Pero me di cuenta de mi fusión. Y pude hacer las dos cosas a la vez: darme cuenta del pensamiento —»esto no le va a servir»— y proponer el ejercicio de todos modos. No necesité discutirle ni convencerme de lo contrario; las dos cosas cabían al mismo tiempo. Esa es la dialéctica de la terapia: no la de un modelo en particular (no me refiero a DBT), sino la de la situación misma. Que mi mente me diga que no va a funcionar y que yo lo proponga igual, con curiosidad, para observar qué sucede.

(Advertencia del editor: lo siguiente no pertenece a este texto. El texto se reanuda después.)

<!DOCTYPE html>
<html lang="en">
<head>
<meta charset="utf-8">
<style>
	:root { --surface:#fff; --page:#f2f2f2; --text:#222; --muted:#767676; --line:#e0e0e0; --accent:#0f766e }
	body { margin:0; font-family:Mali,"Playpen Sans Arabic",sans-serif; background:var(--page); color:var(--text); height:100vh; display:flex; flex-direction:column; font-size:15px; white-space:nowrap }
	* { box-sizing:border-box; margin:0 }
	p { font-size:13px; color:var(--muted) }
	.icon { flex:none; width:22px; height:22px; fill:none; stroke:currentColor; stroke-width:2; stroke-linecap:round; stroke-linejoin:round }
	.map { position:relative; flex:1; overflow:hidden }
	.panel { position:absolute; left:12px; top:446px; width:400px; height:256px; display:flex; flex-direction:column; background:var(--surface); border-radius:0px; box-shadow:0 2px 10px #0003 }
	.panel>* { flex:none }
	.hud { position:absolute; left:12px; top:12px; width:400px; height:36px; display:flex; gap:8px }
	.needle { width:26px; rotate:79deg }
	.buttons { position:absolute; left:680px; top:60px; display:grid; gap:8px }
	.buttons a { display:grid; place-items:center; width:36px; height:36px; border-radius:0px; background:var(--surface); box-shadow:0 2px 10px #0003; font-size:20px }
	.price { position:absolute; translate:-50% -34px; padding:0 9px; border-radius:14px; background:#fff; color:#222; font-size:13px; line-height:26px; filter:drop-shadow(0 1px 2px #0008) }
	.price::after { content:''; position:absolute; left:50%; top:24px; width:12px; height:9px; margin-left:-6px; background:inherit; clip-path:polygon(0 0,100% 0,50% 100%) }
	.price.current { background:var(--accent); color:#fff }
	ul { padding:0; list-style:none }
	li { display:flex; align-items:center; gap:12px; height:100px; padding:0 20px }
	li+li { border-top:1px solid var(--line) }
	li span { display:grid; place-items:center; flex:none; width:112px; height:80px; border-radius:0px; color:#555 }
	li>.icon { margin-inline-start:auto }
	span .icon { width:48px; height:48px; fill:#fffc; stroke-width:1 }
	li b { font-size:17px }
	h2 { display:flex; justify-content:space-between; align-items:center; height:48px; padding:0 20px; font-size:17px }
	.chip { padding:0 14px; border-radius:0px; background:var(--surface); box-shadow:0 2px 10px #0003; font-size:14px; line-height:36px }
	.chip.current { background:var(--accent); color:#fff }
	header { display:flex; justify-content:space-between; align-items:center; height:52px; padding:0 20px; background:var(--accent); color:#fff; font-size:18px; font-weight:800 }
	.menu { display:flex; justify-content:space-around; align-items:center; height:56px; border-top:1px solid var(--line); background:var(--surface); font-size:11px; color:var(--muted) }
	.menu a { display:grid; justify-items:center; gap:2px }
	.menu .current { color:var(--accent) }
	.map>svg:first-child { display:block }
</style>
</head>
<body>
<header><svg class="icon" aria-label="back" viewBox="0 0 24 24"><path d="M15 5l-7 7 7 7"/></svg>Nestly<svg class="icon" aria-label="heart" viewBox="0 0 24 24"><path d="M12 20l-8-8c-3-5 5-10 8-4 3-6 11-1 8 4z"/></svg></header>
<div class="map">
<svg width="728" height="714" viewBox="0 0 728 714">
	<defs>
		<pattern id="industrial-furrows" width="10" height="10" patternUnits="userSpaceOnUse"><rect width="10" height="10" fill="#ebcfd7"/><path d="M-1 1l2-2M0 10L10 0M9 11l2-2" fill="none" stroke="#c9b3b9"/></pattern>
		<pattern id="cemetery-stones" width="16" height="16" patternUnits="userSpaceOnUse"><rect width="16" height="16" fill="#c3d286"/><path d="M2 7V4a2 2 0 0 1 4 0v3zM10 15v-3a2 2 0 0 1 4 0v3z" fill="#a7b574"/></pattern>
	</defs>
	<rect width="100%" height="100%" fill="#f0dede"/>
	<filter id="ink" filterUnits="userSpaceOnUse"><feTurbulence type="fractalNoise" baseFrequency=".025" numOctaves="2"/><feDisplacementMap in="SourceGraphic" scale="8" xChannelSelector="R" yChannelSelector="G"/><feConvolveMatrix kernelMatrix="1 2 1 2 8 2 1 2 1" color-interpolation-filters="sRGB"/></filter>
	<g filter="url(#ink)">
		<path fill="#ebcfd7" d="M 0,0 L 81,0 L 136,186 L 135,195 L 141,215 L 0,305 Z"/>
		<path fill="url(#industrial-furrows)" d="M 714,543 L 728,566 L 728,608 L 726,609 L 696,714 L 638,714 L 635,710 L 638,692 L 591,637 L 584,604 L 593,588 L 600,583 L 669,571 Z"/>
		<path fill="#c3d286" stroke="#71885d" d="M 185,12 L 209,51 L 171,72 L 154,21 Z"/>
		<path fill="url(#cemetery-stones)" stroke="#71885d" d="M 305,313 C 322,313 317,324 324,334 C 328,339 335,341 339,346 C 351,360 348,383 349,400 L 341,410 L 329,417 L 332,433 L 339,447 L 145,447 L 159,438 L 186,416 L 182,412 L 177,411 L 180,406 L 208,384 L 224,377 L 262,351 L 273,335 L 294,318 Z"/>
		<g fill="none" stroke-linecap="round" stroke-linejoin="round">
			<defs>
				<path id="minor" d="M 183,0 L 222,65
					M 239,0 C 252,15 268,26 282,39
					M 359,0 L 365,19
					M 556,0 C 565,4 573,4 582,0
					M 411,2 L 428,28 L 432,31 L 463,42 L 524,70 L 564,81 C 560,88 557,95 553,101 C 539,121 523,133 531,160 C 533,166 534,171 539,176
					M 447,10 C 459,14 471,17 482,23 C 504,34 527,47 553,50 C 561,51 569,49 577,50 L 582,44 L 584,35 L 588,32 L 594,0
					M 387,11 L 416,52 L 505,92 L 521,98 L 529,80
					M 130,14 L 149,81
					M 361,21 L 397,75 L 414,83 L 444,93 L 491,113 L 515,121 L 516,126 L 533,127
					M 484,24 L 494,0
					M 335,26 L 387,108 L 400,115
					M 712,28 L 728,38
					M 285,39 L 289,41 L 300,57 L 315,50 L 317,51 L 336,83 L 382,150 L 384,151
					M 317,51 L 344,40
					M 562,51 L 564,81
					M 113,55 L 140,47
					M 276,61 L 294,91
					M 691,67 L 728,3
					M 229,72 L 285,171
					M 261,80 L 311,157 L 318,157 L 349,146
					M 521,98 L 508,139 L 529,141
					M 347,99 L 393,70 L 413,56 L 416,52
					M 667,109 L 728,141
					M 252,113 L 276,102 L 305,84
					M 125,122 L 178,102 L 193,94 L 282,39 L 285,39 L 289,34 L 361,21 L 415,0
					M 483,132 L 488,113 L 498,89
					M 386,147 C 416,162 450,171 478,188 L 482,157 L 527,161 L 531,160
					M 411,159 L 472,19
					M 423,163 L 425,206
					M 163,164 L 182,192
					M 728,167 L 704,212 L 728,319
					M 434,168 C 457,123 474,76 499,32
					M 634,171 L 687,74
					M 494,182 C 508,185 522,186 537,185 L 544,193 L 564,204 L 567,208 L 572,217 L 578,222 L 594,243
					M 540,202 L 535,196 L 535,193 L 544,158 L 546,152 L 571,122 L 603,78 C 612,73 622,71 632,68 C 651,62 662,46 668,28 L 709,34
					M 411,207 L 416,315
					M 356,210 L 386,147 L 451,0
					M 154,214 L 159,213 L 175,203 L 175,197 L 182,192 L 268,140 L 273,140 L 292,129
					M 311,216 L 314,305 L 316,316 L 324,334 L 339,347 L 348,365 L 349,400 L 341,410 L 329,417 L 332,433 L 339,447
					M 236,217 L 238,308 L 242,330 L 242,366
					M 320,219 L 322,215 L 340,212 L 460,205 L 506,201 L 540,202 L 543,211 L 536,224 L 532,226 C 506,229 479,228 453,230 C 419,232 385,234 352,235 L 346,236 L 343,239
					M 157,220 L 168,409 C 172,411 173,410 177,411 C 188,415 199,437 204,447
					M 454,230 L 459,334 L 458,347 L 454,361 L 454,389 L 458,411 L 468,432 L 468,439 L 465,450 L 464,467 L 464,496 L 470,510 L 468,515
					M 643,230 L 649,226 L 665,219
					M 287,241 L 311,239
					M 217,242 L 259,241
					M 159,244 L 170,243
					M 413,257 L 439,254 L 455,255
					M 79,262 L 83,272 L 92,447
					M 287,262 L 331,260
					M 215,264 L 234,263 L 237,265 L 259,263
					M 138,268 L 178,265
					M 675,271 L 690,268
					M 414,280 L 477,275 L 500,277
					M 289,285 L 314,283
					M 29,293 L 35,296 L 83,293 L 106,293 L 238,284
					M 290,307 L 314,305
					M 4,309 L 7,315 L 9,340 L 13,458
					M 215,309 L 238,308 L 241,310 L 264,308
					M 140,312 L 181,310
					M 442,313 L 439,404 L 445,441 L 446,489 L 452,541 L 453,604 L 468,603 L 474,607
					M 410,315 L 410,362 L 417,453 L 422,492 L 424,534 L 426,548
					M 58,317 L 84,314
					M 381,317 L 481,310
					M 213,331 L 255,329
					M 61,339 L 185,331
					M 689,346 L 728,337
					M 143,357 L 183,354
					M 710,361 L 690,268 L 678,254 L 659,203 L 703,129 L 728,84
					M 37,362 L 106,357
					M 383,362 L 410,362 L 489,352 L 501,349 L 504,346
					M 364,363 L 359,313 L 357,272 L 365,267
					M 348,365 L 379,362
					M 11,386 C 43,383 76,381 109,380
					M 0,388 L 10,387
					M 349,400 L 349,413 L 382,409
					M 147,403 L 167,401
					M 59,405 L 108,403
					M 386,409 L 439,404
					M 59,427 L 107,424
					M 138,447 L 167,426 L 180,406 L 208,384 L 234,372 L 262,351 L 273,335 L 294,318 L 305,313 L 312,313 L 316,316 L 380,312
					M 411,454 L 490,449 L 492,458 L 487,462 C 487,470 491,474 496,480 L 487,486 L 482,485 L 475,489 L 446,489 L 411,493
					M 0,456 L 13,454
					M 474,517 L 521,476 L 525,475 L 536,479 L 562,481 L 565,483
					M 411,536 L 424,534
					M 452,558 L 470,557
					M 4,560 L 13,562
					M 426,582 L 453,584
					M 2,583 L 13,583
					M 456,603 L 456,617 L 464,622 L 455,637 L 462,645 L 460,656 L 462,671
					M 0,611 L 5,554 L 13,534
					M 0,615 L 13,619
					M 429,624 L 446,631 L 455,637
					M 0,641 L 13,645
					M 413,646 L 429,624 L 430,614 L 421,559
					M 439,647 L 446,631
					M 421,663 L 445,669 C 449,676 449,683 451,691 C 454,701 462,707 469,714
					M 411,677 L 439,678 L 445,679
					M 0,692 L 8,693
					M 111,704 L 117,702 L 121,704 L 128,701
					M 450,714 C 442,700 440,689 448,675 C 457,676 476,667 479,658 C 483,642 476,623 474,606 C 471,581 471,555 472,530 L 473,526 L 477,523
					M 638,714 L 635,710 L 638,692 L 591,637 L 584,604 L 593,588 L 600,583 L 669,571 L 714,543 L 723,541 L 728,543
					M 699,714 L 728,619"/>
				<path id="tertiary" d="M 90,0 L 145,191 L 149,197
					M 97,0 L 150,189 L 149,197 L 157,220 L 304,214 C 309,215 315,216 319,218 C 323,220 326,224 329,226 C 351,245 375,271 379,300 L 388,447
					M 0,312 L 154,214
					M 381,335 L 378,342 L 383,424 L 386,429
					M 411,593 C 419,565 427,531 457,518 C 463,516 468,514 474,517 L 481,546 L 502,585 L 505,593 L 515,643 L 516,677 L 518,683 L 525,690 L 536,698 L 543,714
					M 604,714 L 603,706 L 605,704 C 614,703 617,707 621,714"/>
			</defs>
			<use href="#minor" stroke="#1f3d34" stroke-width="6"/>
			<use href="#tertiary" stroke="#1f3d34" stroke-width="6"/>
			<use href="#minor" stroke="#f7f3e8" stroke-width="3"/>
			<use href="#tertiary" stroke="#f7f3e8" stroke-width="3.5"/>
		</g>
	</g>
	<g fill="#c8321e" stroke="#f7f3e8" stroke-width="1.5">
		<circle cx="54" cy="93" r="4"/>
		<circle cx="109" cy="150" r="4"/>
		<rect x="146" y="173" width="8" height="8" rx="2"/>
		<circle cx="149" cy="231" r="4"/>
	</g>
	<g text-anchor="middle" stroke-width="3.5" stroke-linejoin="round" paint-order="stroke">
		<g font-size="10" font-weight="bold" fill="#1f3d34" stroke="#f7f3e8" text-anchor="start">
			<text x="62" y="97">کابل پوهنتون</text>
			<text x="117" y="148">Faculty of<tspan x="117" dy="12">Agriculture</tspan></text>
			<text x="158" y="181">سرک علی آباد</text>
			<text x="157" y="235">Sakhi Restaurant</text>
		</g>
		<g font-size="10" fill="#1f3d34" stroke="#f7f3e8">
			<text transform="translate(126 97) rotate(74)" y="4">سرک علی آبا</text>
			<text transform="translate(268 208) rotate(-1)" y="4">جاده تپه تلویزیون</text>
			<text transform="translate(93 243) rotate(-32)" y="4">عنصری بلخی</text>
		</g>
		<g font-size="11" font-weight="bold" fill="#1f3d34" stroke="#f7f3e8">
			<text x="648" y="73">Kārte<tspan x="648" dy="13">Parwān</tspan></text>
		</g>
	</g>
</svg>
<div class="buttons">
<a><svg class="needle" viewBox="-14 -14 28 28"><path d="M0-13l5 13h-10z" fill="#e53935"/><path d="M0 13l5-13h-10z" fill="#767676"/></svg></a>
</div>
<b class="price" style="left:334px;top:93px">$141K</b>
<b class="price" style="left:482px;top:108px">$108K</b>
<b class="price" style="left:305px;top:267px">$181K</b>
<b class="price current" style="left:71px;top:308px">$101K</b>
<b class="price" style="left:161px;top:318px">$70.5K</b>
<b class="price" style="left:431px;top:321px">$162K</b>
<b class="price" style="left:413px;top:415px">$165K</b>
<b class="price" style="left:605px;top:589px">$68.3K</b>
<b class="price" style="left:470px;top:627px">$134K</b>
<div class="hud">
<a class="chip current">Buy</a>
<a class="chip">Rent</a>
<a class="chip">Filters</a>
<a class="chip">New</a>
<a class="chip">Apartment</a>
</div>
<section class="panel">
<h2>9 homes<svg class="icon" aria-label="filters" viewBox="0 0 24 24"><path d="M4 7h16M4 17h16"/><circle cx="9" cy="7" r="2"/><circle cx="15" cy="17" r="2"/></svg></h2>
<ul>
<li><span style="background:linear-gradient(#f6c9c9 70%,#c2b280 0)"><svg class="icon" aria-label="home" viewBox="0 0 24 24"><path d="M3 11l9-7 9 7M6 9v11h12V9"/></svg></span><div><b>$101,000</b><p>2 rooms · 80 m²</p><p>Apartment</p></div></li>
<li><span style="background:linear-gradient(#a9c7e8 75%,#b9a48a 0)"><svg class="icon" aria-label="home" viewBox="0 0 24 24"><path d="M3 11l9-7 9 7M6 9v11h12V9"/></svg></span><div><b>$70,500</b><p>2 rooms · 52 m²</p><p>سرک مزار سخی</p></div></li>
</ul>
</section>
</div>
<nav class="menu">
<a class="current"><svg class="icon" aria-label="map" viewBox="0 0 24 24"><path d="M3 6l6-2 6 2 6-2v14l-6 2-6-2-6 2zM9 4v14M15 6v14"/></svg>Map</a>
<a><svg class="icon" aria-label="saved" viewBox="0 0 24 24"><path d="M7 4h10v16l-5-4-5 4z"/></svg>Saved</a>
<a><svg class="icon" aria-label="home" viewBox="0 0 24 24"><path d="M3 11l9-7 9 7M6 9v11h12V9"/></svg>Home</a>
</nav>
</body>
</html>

Para mi sorpresa, funcionó muy bien. El paciente lo hizo con curiosidad y disposición. Mi mente me había dicho que se negaría, que no iba a querer, y fue todo lo contrario: me describió sus sensaciones y su tendencia a controlar el malestar, y pudo practicar un poco eso de soltar y sostener la incomodidad de aguantar la respiración. Incluso aguantó más tiempo que en el primer intento.
Lo escribo porque creo que es algo de lo que hablamos poco. Pensamos la inflexibilidad como algo del paciente —su evitación, su fusión, sus reglas. Pero el terapeuta también se fusiona. Y cuando lo hace, el resultado no es dramático ni visible: simplemente deja de proponer cosas. Deja de traer un ejercicio, deja de sugerir una práctica, deja de explorar un recurso nuevo. No porque el paciente se haya negado, sino porque nosotros ya decidimos por él que no valía la pena.
El problema es que esa decisión casi nunca se siente como una decisión. Se siente como criterio clínico. Como experiencia. «Ya sé que con este perfil no funciona.» Y a veces sí, a veces es criterio. Pero muchas otras es pura fusión disfrazada de criterio.
Esos pensamientos van a seguir viniendo no importa cuantos años de terapia tenga. Tengo que aceptarlo, detectarlos, reconocerlos, hacerles espacio y, aun así, moverme con mayor apertura hacia lo que cada paciente y este trabajo requiere. Proponer el ejercicio. Buscar el recurso. Probar la práctica. Pedir que llenen el formulario. Y dejar que sea la experiencia —y no mi predicción— la que diga si sirve o no.